• WHAT YOU WILL DO: Write out, word for word, the part of the listing below that opens with the line containing "1561px,433px 1569px,479px 1569px,500px" and closes with the line containing "1259px,143px 1271px,100px 1319px,109px", keeping both of those lines and adding no others.

• SUPPLIED DATA:
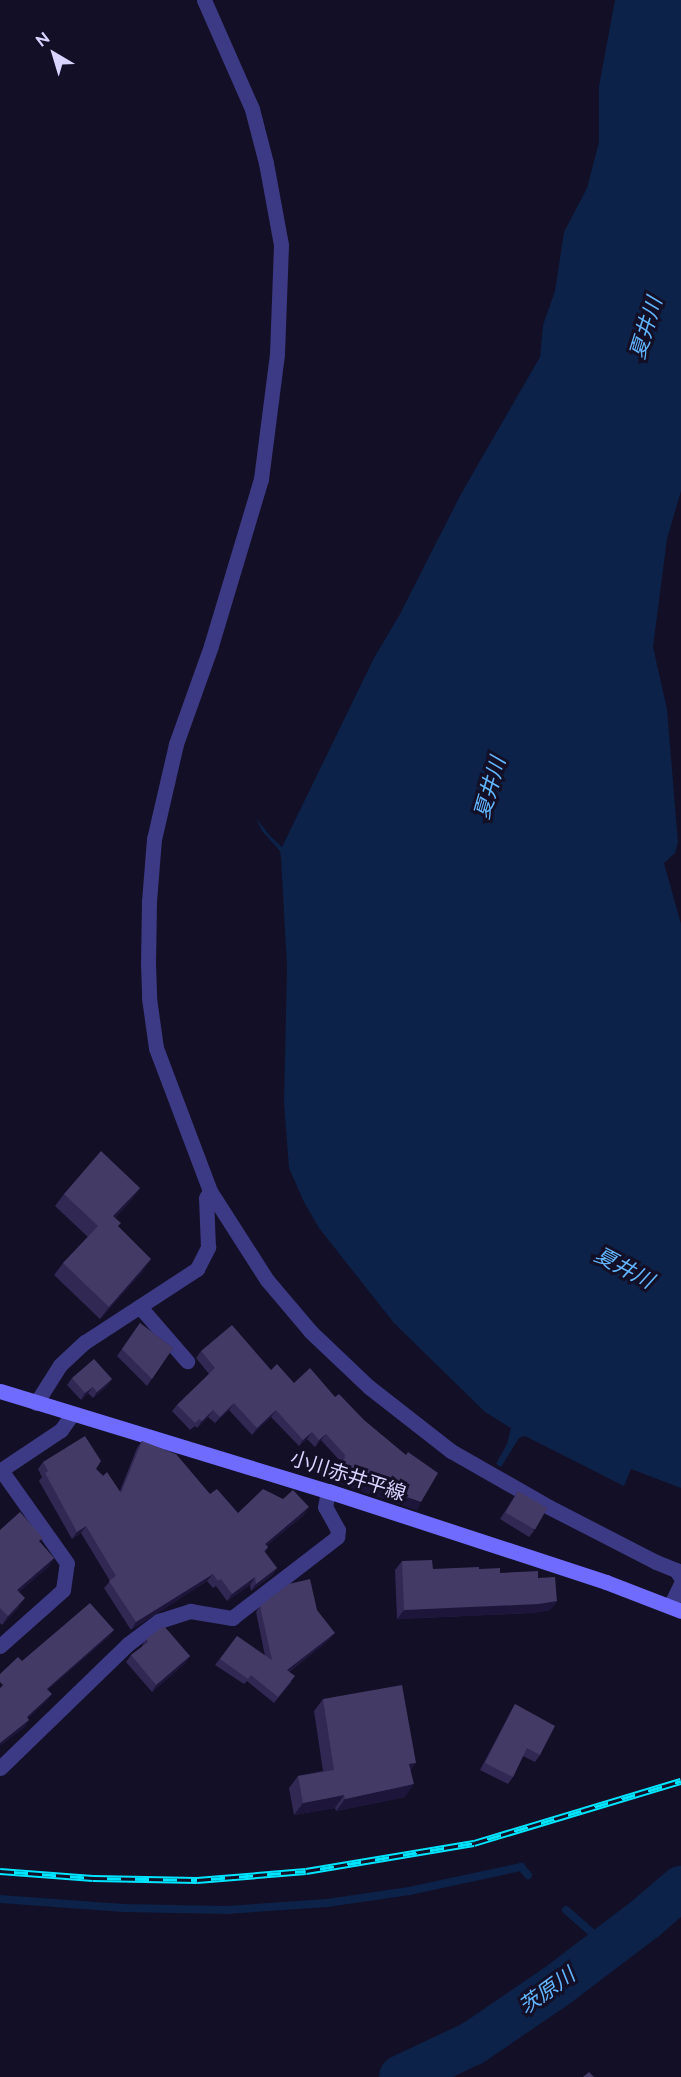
<!DOCTYPE html>
<html>
<head>
<meta charset="utf-8">
<style>
  body { margin:0 }
  #map { position:relative; width:681px; height:2077px; overflow:hidden; background:#130f26; font-family:Raleway,"Noto Sans JP",sans-serif }
  div>[style] { position:absolute }
  [style*='--x'] { left:calc(var(--x)*1px); top:calc(var(--y)*1px); width:calc(var(--w)*1px); rotate:calc(var(--a)*1deg) }
  .water>* { inset:0; background:#0c2248 }
  .stream>* { height:8px; margin:-4px; padding:0 4px; transform-origin:4px; border-radius:4px; background:#0c2248 }
  .river>* { height:44px; margin:-22px; padding:0 22px; transform-origin:22px; border-radius:22px; background:#0c2248 }
  .street>* { height:15px; margin:-7.5px; padding:0 7.5px; transform-origin:7.5px; border-radius:7.5px; background:#3d3a85 }
  .secondary>* { height:15px; margin:-7.5px; padding:0 7.5px; transform-origin:7.5px; border-radius:7.5px; background:#6f6bff }
  .rail>* { height:7px; margin-top:-3.5px; transform-origin:0; background:repeating-linear-gradient(90deg,#130f26 0 14px,#00e5ff 0 28px); box-sizing:border-box; border-block:2px solid #00e5ff }
  .wall>* { inset:0; background:#312854 }
  .shaded-wall>* { inset:0; background:#1d163a; transform-origin:0 0 }
  .building>* { inset:0; background:#433a66; transform-origin:0 0 }
  span { translate:-50% -50%; white-space:nowrap; text-align:center; line-height:1.15; -webkit-text-stroke:6px #130f26; paint-order:stroke }
  .street-label { font-size:20px; color:#d9d4ff }
  .water-label { font-size:21px; color:#62b6ff; font-style:italic }
  .north { position:absolute; left:24px; top:24px; width:60px; height:60px; -webkit-text-stroke:4px #130f26; paint-order:stroke; rotate:322deg; font-size:16px; font-weight:700; line-height:24px; text-align:center; color:#d9d4ff }
  .north::after { content:''; display:block; margin:auto; width:21px; height:27px; background:#d9d4ff; clip-path:polygon(50% 0,100% 100%,50% 72%,0 100%) }
</style>
</head>
<body>
<div id="map">
  <div class="water">
    <i style="clip-path:polygon(615px 0,681px 0,681px 491px,667px 539px,653px 647px,667px 709px,678px 842px,675px 853px,664px 863px,681px 924px,681px 1488px,631px 1469px,624px 1486px,525px 1436px,519px 1438px,501px 1467px,496px 1464px,507px 1444px,511px 1428px,485px 1412px,394px 1323px,319px 1228px,304px 1202px,289px 1168px,284px 1103px,287px 967px,281px 858px,280px 851px,262px 831px,256px 818px,270px 836px,282px 847px,374px 658px,400px 614px,461px 494px,540px 357px,543px 325px,555px 291px,564px 232px,587px 188px,599px 142px,599px 86px)"></i>
  </div>
  <div class="stream">
    <i style="--x:0;--y:1899;--w:124;--a:4.2"></i>
    <i style="--x:124;--y:1908;--w:103;--a:1.1"></i>
    <i style="--x:227;--y:1910;--w:100;--a:-4"></i>
    <i style="--x:327;--y:1903;--w:83;--a:-8.3"></i>
    <i style="--x:409;--y:1891;--w:115;--a:-12.1"></i>
    <i style="--x:521;--y:1867;--w:11;--a:49"></i>
    <i style="--x:566;--y:1910;--w:38;--a:41"></i>
    <i style="--x:595;--y:1935;--w:52;--a:-17.7"></i>
  </div>
  <div class="river">
    <i style="--x:401;--y:2077;--w:80;--a:-25.3"></i>
    <i style="--x:473;--y:2043;--w:103;--a:-34.3"></i>
    <i style="--x:558;--y:1985;--w:109;--a:-37.2"></i>
    <i style="--x:645;--y:1919;--w:48;--a:-40.7"></i>
  </div>
  <div class="street">
    <i style="--x:204;--y:0;--w:119;--a:66.2"></i>
    <i style="--x:252;--y:109;--w:56;--a:75.5"></i>
    <i style="--x:266;--y:163;--w:83;--a:79.6"></i>
    <i style="--x:281;--y:245;--w:109;--a:92.1"></i>
    <i style="--x:277;--y:354;--w:126;--a:97.3"></i>
    <i style="--x:261;--y:479;--w:174;--a:106.7"></i>
    <i style="--x:211;--y:646;--w:104;--a:109.7"></i>
    <i style="--x:176;--y:744;--w:98;--a:103"></i>
    <i style="--x:154;--y:839;--w:62;--a:94.6"></i>
    <i style="--x:149;--y:901;--w:62;--a:90.9"></i>
    <i style="--x:148;--y:963;--w:35;--a:88"></i>
    <i style="--x:149;--y:998;--w:50;--a:82"></i>
    <i style="--x:156;--y:1048;--w:153;--a:69.3"></i>
    <i style="--x:210;--y:1191;--w:106;--a:57.4"></i>
    <i style="--x:267;--y:1280;--w:68;--a:49.8"></i>
    <i style="--x:311;--y:1332;--w:80;--a:43.5"></i>
    <i style="--x:369;--y:1387;--w:104;--a:38"></i>
    <i style="--x:451;--y:1451;--w:113;--a:29.7"></i>
    <i style="--x:549;--y:1507;--w:120;--a:27.2"></i>
    <i style="--x:656;--y:1562;--w:22;--a:22"></i>
    <i style="--x:676;--y:1570;--w:9;--a:58"></i>
    <i style="--x:140;--y:1307;--w:72;--a:49"></i>
    <i style="--x:36;--y:1403;--w:45;--a:-57.7"></i>
    <i style="--x:60;--y:1365;--w:34;--a:-43"></i>
    <i style="--x:85;--y:1342;--w:134;--a:-33.1"></i>
    <i style="--x:197;--y:1269;--w:25;--a:-63"></i>
    <i style="--x:208;--y:1247;--w:49;--a:-92.3"></i>
    <i style="--x:206;--y:1198;--w:8;--a:-60"></i>
    <i style="--x:670;--y:1606;--w:25;--a:-64"></i>
    <i style="--x:0;--y:1646;--w:84;--a:-41.6"></i>
    <i style="--x:63;--y:1590;--w:27;--a:-82"></i>
    <i style="--x:67;--y:1563;--w:114;--a:-125.4"></i>
    <i style="--x:1;--y:1470;--w:72;--a:-33.7"></i>
    <i style="--x:61;--y:1430;--w:19;--a:-55"></i>
    <i style="--x:0;--y:1768;--w:178;--a:-44.1"></i>
    <i style="--x:128;--y:1644;--w:39;--a:-37"></i>
    <i style="--x:159;--y:1621;--w:33;--a:-18"></i>
    <i style="--x:190;--y:1611;--w:43;--a:9.5"></i>
    <i style="--x:232;--y:1618;--w:133;--a:-37.6"></i>
    <i style="--x:337;--y:1537;--w:7;--a:-82"></i>
    <i style="--x:338;--y:1530;--w:26;--a:-119"></i>
    <i style="--x:325;--y:1507;--w:16;--a:-79"></i>
  </div>
  <div class="secondary">
    <i style="--x:0;--y:1391;--w:343;--a:17"></i>
    <i style="--x:328;--y:1491;--w:293;--a:18.1"></i>
    <i style="--x:606;--y:1582;--w:80;--a:21.1"></i>
  </div>
  <div class="rail">
    <i style="--x:0;--y:1871;--w:93;--a:4.3"></i>
    <i style="--x:93;--y:1878;--w:104;--a:1.1"></i>
    <i style="--x:197;--y:1880;--w:109;--a:-4.7"></i>
    <i style="--x:306;--y:1871;--w:170;--a:-9.5"></i>
    <i style="--x:474;--y:1843;--w:216;--a:-16.7"></i>
  </div>
  <div class="wall">
    <i style="clip-path:polygon(140px 1188px,131px 1200px,115px 1218px,118px 1227px,143px 1271px,100px 1319px,54px 1275px,63px 1263px,88px 1237px,55px 1206px,64px 1194px)"></i>
    <i style="clip-path:polygon(140px 1323px,173px 1348px,147px 1386px,117px 1356px)"></i>
    <i style="clip-path:polygon(201px 1351px,271px 1370px,416px 1509px,336px 1482px,341px 1462px,321px 1440px,315px 1447px,307px 1439px,299px 1446px,271px 1417px,252px 1435px,229px 1410px,215px 1423px,208px 1417px,197px 1428px,195px 1426px,190px 1430px,172px 1411px,177px 1405px,209px 1374px,196px 1358px)"></i>
    <i style="clip-path:polygon(72px 1378px,112px 1379px,107px 1386px,93px 1398px,88px 1393px,81px 1400px,67px 1385px)"></i>
    <i style="clip-path:polygon(142px 1441px,210px 1494px,238px 1513px,304px 1515px,267px 1545px,268px 1547px,265px 1552px,277px 1568px,272px 1575px,251px 1591px,250px 1585px,227px 1601px,216px 1586px,213px 1588px,207px 1581px,131px 1630px,104px 1588px,110px 1581px,81px 1533px,72px 1539px,39px 1481px,42px 1477px,38px 1469px,43px 1462px,96px 1469px,120px 1491px,137px 1448px)"></i>
    <i style="clip-path:polygon(518px 1491px,534px 1531px,529px 1537px,500px 1519px)"></i>
    <i style="clip-path:polygon(0 1530px,40px 1542px,54px 1558px,48px 1567px,19px 1592px,19px 1607px,2px 1625px,0 1623px)"></i>
    <i style="clip-path:polygon(402px 1561px,433px 1569px,479px 1569px,500px 1573px,538px 1578px,557px 1601px,550px 1610px,533px 1613px,397px 1619px,395px 1570px)"></i>
    <i style="clip-path:polygon(260px 1606px,317px 1610px,330px 1639px,289px 1672px,291px 1682px,274px 1703px,247px 1681px,244px 1684px,215px 1665px,237px 1636px,265px 1656px,256px 1612px)"></i>
    <i style="clip-path:polygon(146px 1639px,190px 1656px,185px 1663px,152px 1692px,126px 1662px,131px 1655px,142px 1647px,142px 1646px)"></i>
    <i style="clip-path:polygon(323px 1699px,411px 1770px,405px 1797px,336px 1811px,335px 1808px,294px 1815px,289px 1788px,298px 1776px,323px 1771px,314px 1711px)"></i>
    <i style="clip-path:polygon(515px 1704px,540px 1755px,535px 1762px,523px 1756px,513px 1777px,508px 1784px,480px 1770px,511px 1711px)"></i>
  </div>
  <div class="shaded-wall">
    <i style="clip-path:polygon(140px 1188px,131px 1200px,105px 1229px,113px 1216px)"></i>
    <i style="clip-path:polygon(151px 1259px,143px 1271px,100px 1319px,109px 1307px)"></i>
    <i style="clip-path:polygon(112px 1379px,107px 1386px,93px 1398px,97px 1392px)"></i>
    <i style="clip-path:polygon(93px 1387px,88px 1393px,81px 1400px,85px 1393px)"></i>
    <i style="clip-path:polygon(234px 1403px,229px 1410px,215px 1423px,220px 1417px)"></i>
    <i style="clip-path:polygon(213px 1410px,208px 1417px,197px 1428px,202px 1421px)"></i>
    <i style="clip-path:polygon(276px 1410px,271px 1417px,252px 1435px,257px 1428px)"></i>
    <i style="clip-path:polygon(312px 1432px,307px 1439px,299px 1446px,303px 1440px)"></i>
    <i style="clip-path:polygon(326px 1434px,321px 1440px,315px 1447px,319px 1440px)"></i>
    <i style="left:341px;top:1475px;width:84px;height:9px;rotate:19deg"></i>
    <i style="clip-path:polygon(309px 1507px,304px 1515px,260px 1551px,265px 1544px)"></i>
    <i style="clip-path:polygon(86px 1526px,81px 1533px,72px 1539px,77px 1532px)"></i>
    <i style="clip-path:polygon(54px 1558px,48px 1567px,11px 1599px,17px 1590px)"></i>
    <i style="clip-path:polygon(277px 1568px,272px 1575px,251px 1591px,256px 1584px)"></i>
    <i style="clip-path:polygon(213px 1574px,207px 1581px,131px 1630px,136px 1622px)"></i>
    <i style="clip-path:polygon(255px 1577px,250px 1585px,227px 1601px,232px 1594px)"></i>
    <i style="clip-path:polygon(25px 1598px,19px 1607px,2px 1625px,8px 1616px)"></i>
    <i style="clip-path:polygon(557px 1601px,550px 1610px,533px 1613px,397px 1619px,404px 1610px)"></i>
    <i style="clip-path:polygon(114px 1630px,109px 1637px,42px 1695px,47px 1689px)"></i>
    <i style="clip-path:polygon(335px 1633px,330px 1639px,283px 1676px,287px 1670px)"></i>
    <i style="clip-path:polygon(190px 1656px,185px 1663px,152px 1692px,156px 1685px)"></i>
    <i style="clip-path:polygon(52px 1694px,47px 1701px,22px 1724px,27px 1717px)"></i>
    <i style="clip-path:polygon(29px 1720px,25px 1727px,0 1746px,0 1743px)"></i>
    <i style="clip-path:polygon(416px 1763px,407px 1776px,409px 1764px)"></i>
    <i style="clip-path:polygon(414px 1784px,405px 1797px,336px 1811px,345px 1799px)"></i>
    <i style="clip-path:polygon(344px 1795px,335px 1808px,294px 1815px,303px 1803px)"></i>
  </div>
  <div class="building">
    <i style="clip-path:polygon(101px 1151px,140px 1188px,113px 1216px,121px 1223px,118px 1226px,151px 1259px,109px 1307px,63px 1263px,98px 1226px,64px 1194px)"></i>
    <i style="clip-path:polygon(140px 1323px,173px 1348px,152px 1379px,122px 1349px)"></i>
    <i style="clip-path:polygon(232px 1325px,271px 1370px,277px 1364px,294px 1383px,310px 1368px,335px 1397px,339px 1394px,364px 1420px,406px 1455px,408px 1452px,438px 1473px,421px 1502px,341px 1475px,345px 1455px,326px 1434px,319px 1440px,312px 1432px,303px 1440px,276px 1410px,257px 1428px,234px 1403px,220px 1417px,213px 1410px,202px 1421px,199px 1419px,195px 1423px,177px 1405px,215px 1368px,201px 1351px)"></i>
    <i style="clip-path:polygon(94px 1359px,112px 1379px,97px 1392px,93px 1387px,85px 1393px,72px 1378px)"></i>
    <i style="clip-path:polygon(85px 1436px,101px 1461px,96px 1469px,103px 1476px,107px 1472px,121px 1493px,142px 1441px,176px 1454px,210px 1494px,217px 1489px,238px 1513px,263px 1489px,283px 1499px,293px 1490px,309px 1507px,265px 1544px,268px 1547px,264px 1551px,277px 1568px,256px 1584px,255px 1577px,232px 1594px,221px 1579px,218px 1581px,213px 1574px,136px 1622px,109px 1581px,116px 1576px,86px 1526px,77px 1532px,45px 1473px,48px 1471px,43px 1462px)"></i>
    <i style="left:518px;top:1491px;width:34px;height:25px;rotate:30deg"></i>
    <i style="clip-path:polygon(20px 1512px,43px 1538px,39px 1541px,54px 1558px,17px 1590px,25px 1598px,8px 1616px,0 1608px,0 1530px)"></i>
    <i style="clip-path:polygon(432px 1560px,433px 1569px,479px 1567px,479px 1569px,500px 1568px,500px 1573px,538px 1571px,538px 1578px,555px 1577px,557px 1601px,539px 1604px,404px 1610px,402px 1561px)"></i>
    <i style="clip-path:polygon(310px 1579px,317px 1610px,335px 1633px,287px 1670px,295px 1676px,278px 1697px,251px 1675px,248px 1679px,220px 1659px,237px 1636px,272px 1660px,260px 1606px,289px 1584px)"></i>
    <i style="clip-path:polygon(90px 1603px,114px 1630px,47px 1689px,52px 1694px,27px 1717px,29px 1720px,0 1743px,0 1688px,3px 1685px,0 1682px,0 1674px,18px 1657px,22px 1661px)"></i>
    <i style="clip-path:polygon(164px 1626px,190px 1656px,156px 1685px,131px 1655px,148px 1642px,146px 1639px)"></i>
    <i style="clip-path:polygon(402px 1685px,416px 1763px,409px 1764px,414px 1784px,345px 1799px,344px 1795px,303px 1803px,298px 1776px,334px 1770px,323px 1699px)"></i>
    <i style="clip-path:polygon(515px 1704px,555px 1726px,540px 1755px,527px 1748px,513px 1777px,485px 1763px)"></i>
    <i style="clip-path:polygon(589px 2072px,594px 2077px,583px 2077px)"></i>
  </div>
  <div class="street-label">
    <span style="left:348px;top:1476px;rotate:18deg">小川赤井平線</span>
  </div>
  <div class="water-label">
    <span style="left:646px;top:328px;rotate:-73deg">夏井川</span>
    <span style="left:490px;top:788px;rotate:-74deg">夏井川</span>
    <span style="left:624px;top:1268px;rotate:28deg">夏井川</span>
    <span style="left:547px;top:1991px;rotate:-36deg">茨原川</span>
  </div>
  <div class="north">N</div>
</div>
</body>
</html>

• RESPONSE BELOW:
    <i style="clip-path:polygon(402px 1561px,433px 1569px,479px 1569px,500px 1573px,538px 1578px,557px 1601px,550px 1610px,533px 1613px,397px 1619px,395px 1570px)"></i>
    <i style="clip-path:polygon(260px 1606px,317px 1610px,330px 1639px,289px 1672px,291px 1682px,274px 1703px,247px 1681px,244px 1684px,215px 1665px,237px 1636px,265px 1656px,256px 1612px)"></i>
    <i style="clip-path:polygon(146px 1639px,190px 1656px,185px 1663px,152px 1692px,126px 1662px,131px 1655px,142px 1647px,142px 1646px)"></i>
    <i style="clip-path:polygon(323px 1699px,411px 1770px,405px 1797px,336px 1811px,335px 1808px,294px 1815px,289px 1788px,298px 1776px,323px 1771px,314px 1711px)"></i>
    <i style="clip-path:polygon(515px 1704px,540px 1755px,535px 1762px,523px 1756px,513px 1777px,508px 1784px,480px 1770px,511px 1711px)"></i>
  </div>
  <div class="shaded-wall">
    <i style="clip-path:polygon(140px 1188px,131px 1200px,105px 1229px,113px 1216px)"></i>
    <i style="clip-path:polygon(151px 1259px,143px 1271px,100px 1319px,109px 1307px)"></i>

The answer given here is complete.